Telemedicine's reliability assists in overcoming the structural and contextual barriers. Inadequate support is a common pitfall in CHW programs and is critical for building high-quality programs.17 During PART ONE (support) of the weekly meetings, CHWs relayed patient questions or concerns that occurred during their weekly communication. Investigators did not observe CHWs “guessing” or giving wrong information to patients, an important safety piece. This discernment is likely attributed to ongoing, reliable training in addition to weekly support that included physician feedback on their patient reports. The significant increase from baseline to 6-month Diabetes Knowledge Questionnaire supports this hypothesis.

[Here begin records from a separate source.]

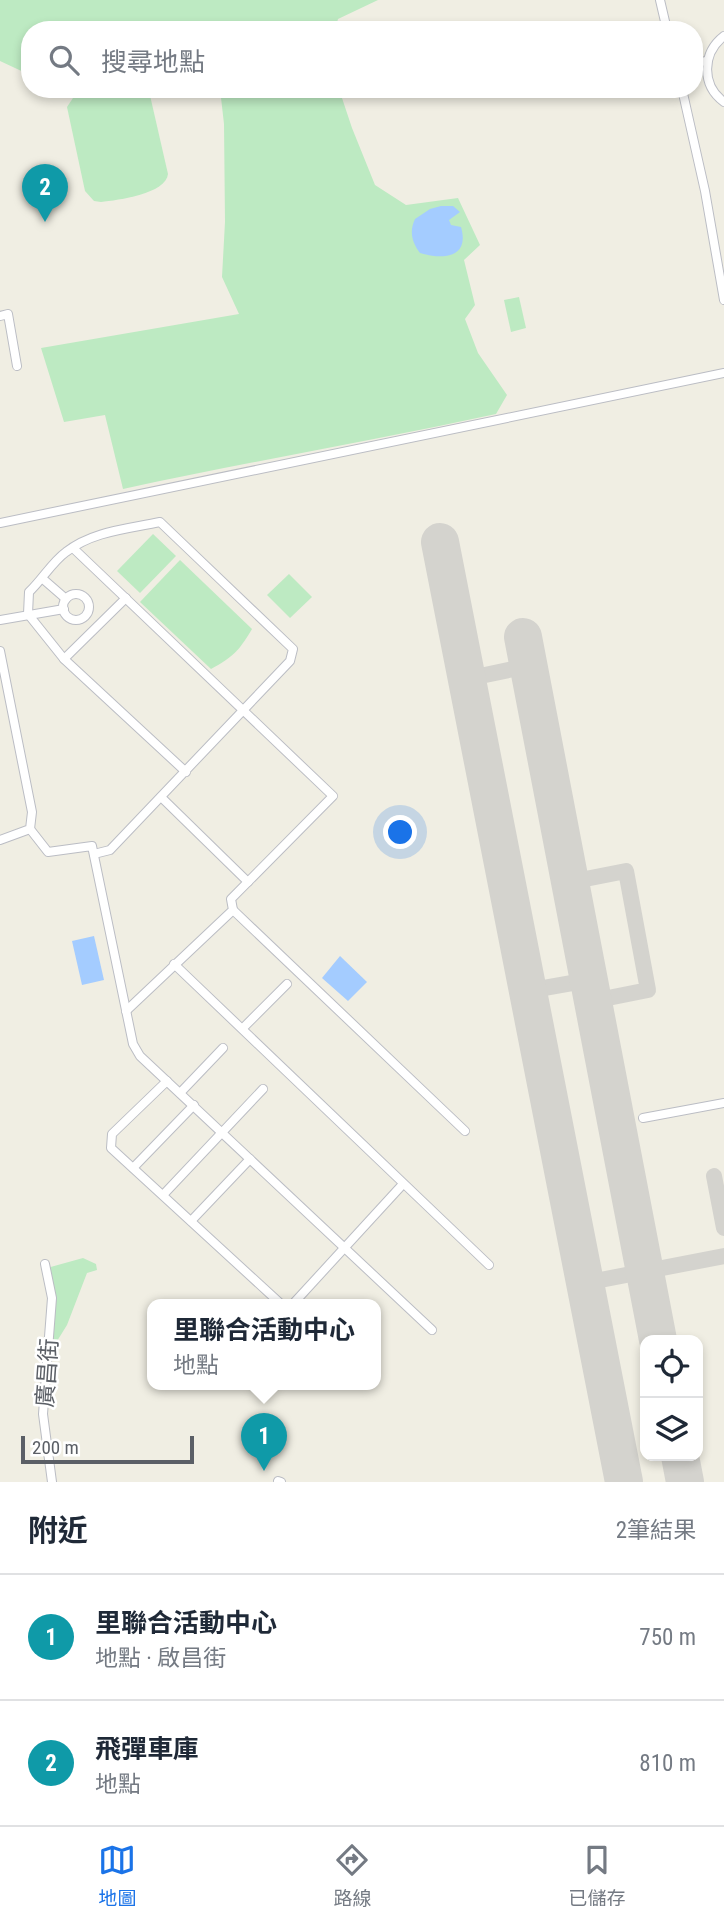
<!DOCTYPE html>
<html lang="zh-TW">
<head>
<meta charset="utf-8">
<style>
	:root { --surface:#fff; --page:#f2f2f3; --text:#1f2937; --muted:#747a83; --line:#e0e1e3; --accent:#1a73e8 }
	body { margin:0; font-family:"Roboto Condensed","Noto Sans TC",sans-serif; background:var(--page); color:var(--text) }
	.controls { position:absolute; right:21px; bottom:21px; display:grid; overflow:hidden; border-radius:14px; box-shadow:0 4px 10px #0003 }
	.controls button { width:63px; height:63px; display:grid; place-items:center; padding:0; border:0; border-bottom:2px solid var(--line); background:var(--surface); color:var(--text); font:35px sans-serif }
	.scale { position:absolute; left:21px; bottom:18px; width:173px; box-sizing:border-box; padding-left:7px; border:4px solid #5b5f66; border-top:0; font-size:19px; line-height:24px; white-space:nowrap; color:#5b5f66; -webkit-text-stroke:5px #fff; paint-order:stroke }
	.you { position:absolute; left:401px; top:833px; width:24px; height:24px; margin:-18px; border:5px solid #fff; border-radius:50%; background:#1a73e8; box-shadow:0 0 0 10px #1a73e833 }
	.badge { display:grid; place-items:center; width:46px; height:46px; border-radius:50%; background:var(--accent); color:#fff; font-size:23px; font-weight:700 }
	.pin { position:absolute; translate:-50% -58px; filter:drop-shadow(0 2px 4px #0008) }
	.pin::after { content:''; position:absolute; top:37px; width:24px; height:21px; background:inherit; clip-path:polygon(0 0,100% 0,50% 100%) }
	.popup { position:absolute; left:147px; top:1299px; width:234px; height:91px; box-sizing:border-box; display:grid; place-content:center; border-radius:14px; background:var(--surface); filter:drop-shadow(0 2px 5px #0005); font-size:23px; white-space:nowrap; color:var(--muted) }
	.popup b { font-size:26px; color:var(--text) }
	.popup::after { content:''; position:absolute; left:50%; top:100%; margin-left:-14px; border:14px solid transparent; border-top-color:var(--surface) }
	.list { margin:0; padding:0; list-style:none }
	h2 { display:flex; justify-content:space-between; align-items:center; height:91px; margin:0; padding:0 28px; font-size:30px }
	h2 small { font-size:23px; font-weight:400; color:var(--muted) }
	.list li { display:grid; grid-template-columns:46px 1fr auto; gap:21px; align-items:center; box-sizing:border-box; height:126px; padding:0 28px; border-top:2px solid var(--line) }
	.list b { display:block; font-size:26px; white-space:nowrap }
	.list p { margin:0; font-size:23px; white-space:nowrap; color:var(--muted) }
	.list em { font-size:23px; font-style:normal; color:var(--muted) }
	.icon { flex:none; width:38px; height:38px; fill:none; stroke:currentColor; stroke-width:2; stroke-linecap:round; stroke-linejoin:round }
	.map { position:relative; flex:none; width:724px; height:1482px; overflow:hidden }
	.search { position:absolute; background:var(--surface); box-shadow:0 4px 10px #0003; left:21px; right:21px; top:21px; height:77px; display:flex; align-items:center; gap:18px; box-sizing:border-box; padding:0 24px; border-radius:28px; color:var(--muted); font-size:26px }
	.sheet { height:343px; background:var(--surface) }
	nav { display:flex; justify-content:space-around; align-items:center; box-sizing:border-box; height:98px; border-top:2px solid var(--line); background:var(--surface); font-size:19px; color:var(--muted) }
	nav a { display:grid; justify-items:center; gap:4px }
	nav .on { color:var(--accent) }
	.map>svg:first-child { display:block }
	.green { fill:#bdeac2 }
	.water { fill:#a4ccff }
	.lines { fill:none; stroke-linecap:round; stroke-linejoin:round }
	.taxiway { stroke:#d4d3ce; stroke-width:16 }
	.runway { stroke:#d4d3ce; stroke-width:38 }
	.minor-casing { stroke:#bbbdc4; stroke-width:10 }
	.minor { stroke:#fff; stroke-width:8 }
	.labels { text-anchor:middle; stroke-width:5; stroke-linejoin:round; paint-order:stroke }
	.street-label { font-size:23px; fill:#5b5f66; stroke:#fff }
</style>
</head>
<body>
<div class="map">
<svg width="724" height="1482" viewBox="0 0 724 1482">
	<rect width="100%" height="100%" fill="#f0eee3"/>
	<g class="green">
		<path d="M0,0H378L338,19L335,30H30V75L0,61Z"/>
		<path d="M94,89L149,91L168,174C166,194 118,200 101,202L94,201L85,191L67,107L75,95Z"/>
		<path d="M220,89H339L352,128L375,185L406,205L458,198L480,245L464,260L475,305L465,319L478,353L507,395L496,414C372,441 247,462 123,489L105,415L64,422L41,348L239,314L222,277L225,222L224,124Z"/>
		<path d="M519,297L526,328L511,332L504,300Z"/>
		<path d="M153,534L176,556L140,593L117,571Z"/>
		<path d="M180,560L252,629C239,651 233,657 211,669L140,602Z"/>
		<path d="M289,574L312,597L290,618L267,595Z"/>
		<path d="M83,1258L96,1264L97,1270L87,1273L67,1325L49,1354L47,1268Z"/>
	</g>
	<g class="water">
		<path d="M441,206H453L460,212L449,220L451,225L461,227C470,258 443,260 420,253C412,242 409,232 415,219L430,209Z"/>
		<path d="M94,936L104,980L82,985L72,941Z"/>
		<path d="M340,956L367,982L348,1001L322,978Z"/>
	</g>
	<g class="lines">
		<g class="taxiway">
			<path d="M466,679L528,666"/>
			<path d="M570,882L626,871L648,990L593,1001"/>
			<path d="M527,991L589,980"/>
			<path d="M714,1176L724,1228"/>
			<path d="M585,1283L724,1256"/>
		</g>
		<g class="runway">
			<path d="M440,542L624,1482"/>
			<path d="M523,637L658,1340"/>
			<path d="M680,1456L685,1482"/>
		</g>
		<defs>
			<g id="minor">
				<path d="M660,0L667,30"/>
				<path d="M724,36C702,53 701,85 724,102"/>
				<path d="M694,63L707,61"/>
				<path d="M682,89L705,191L724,300"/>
				<path d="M0,316L8,314L17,366"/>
				<path d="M0,523L724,373"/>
				<path d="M73,548L333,796L231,899L233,910L126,1011"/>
				<path d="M43,579L66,599"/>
				<circle cx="76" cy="607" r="13"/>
				<path d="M0,620L64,609"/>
				<path d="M0,651L32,812L30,829L0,840"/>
				<path d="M64,659L126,598"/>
				<path d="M161,797L248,882"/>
				<path d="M30,829L48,852L92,846L133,1044L140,1056L432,1330"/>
				<path d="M94,854L110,850L290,661L293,649L160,522C128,529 93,531 66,552C52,562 42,580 29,592L28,614L64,659L186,772"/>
				<path d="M233,910L465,1131"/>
				<path d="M174,964L489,1265"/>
				<path d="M243,1028L287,984"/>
				<path d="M167,1081L112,1134L111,1148L282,1305"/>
				<path d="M180,1093L223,1048"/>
				<path d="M643,1118L724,1103"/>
				<path d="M133,1168L194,1105"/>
				<path d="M163,1195L263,1089"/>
				<path d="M191,1221L250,1159"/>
				<path d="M45,1264L52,1298L43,1414L52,1482"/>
				<path d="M292,1305L403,1184"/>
				<path d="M278,1481L281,1482"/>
			</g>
		</defs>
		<use href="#minor" class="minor-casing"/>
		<use href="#minor" class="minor"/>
	</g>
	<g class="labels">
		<g class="street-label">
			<text transform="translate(47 1373) rotate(-86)" y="8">廣昌街</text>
		</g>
	</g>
</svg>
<div class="controls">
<button><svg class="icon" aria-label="locate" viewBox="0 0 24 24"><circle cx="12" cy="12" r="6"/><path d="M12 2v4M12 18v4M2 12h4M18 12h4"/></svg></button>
<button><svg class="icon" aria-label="layers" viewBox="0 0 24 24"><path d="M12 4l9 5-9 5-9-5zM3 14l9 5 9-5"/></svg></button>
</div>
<div class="scale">200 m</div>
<div class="you"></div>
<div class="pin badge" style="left:264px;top:1471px;background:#0f9aa8">1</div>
<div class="popup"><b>里聯合活動中心</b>地點</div>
<div class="pin badge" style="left:45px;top:222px;background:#0f9aa8">2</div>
<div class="search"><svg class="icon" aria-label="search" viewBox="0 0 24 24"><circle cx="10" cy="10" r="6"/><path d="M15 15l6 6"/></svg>搜尋地點</div>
</div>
<section class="sheet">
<h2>附近<small>2筆結果</small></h2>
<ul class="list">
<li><span class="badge" style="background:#0f9aa8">1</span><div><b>里聯合活動中心</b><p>地點 · 啟昌街</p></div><em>750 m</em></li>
<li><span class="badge" style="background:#0f9aa8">2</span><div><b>飛彈車庫</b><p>地點</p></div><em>810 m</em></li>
</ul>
</section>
<nav>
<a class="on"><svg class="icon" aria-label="map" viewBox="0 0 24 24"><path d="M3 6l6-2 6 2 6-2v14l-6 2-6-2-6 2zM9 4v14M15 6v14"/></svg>地圖</a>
<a><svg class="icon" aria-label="directions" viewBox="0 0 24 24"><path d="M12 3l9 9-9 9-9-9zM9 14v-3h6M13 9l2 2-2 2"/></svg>路線</a>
<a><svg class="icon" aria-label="saved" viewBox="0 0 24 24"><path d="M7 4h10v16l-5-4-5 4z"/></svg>已儲存</a>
</nav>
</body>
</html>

Furthermore, to overcome attitudinal barriers, CHWs must have opportunities to provide feedback related to their work environment.18 Investigators found that the first 15 min of PART ONE (support) was particularly beneficial for CHWs to express their opinions. CHWs often raised concerns about the class, many times making pivotal changes for improved efficiency. Historically, CHW programs have faced high turnover rates.8,12,35 Prior investigations have revealed the importance of CHW opportunities to voice concerns related to workload, adequate supplies, organization of tasks, and respect.36 They have emphasized that CHWs should be involved in the decision-making processes and incorporated as part of the leadership team.25,36
Although the study is limited by size and in one locale, we attribute the application of these principles to the lack of attrition of CHWs. To increase generalizability, future research is warranted to expand the number of CHW participants. Research is also warranted in resource-poor countries, where low-literacy rates are often problematic, to ascertain and maintain CHW competencies and skills.
Conclusions
The results of this study demonstrate that telemedicine is a promising modality to provide CHW training and support. Telemedicine's logistical ease and low cost provide a platform for increased CHW training and support availability, thereby decreasing multiple program barriers, including knowledge, competency, structural, contextual, and attitudinal. Future investigations are needed to explore telemedicine for CHW training and support in rural settings and resource-poor countries and to expand to other chronic diseases.
Acknowledgments
The authors are grateful to San Jose Clinic (Houston, TX), which hosted the diabetes group classes. They also wish to thank the CHWs who participated in this study. Funding: This work was supported by the National Institutes of Health, National Institute of Diabetes, Digestive, and Kidney Diseases [Federal Award Identification No.-K23DK11034]. This investigation is part of an ongoing clinical trial NCT03394456, https://clinicaltrials.gov/ct2/show/NCT03394456. Additional support is provided to Dr. Naik by the Houston VA Health Services Research and Development Center for Innovations in Quality, Effectiveness, and Safety (CIN 13-413) at the Michael E. DeBakey VA Medical Center.
Disclosure Statement
No competing financial interests exist.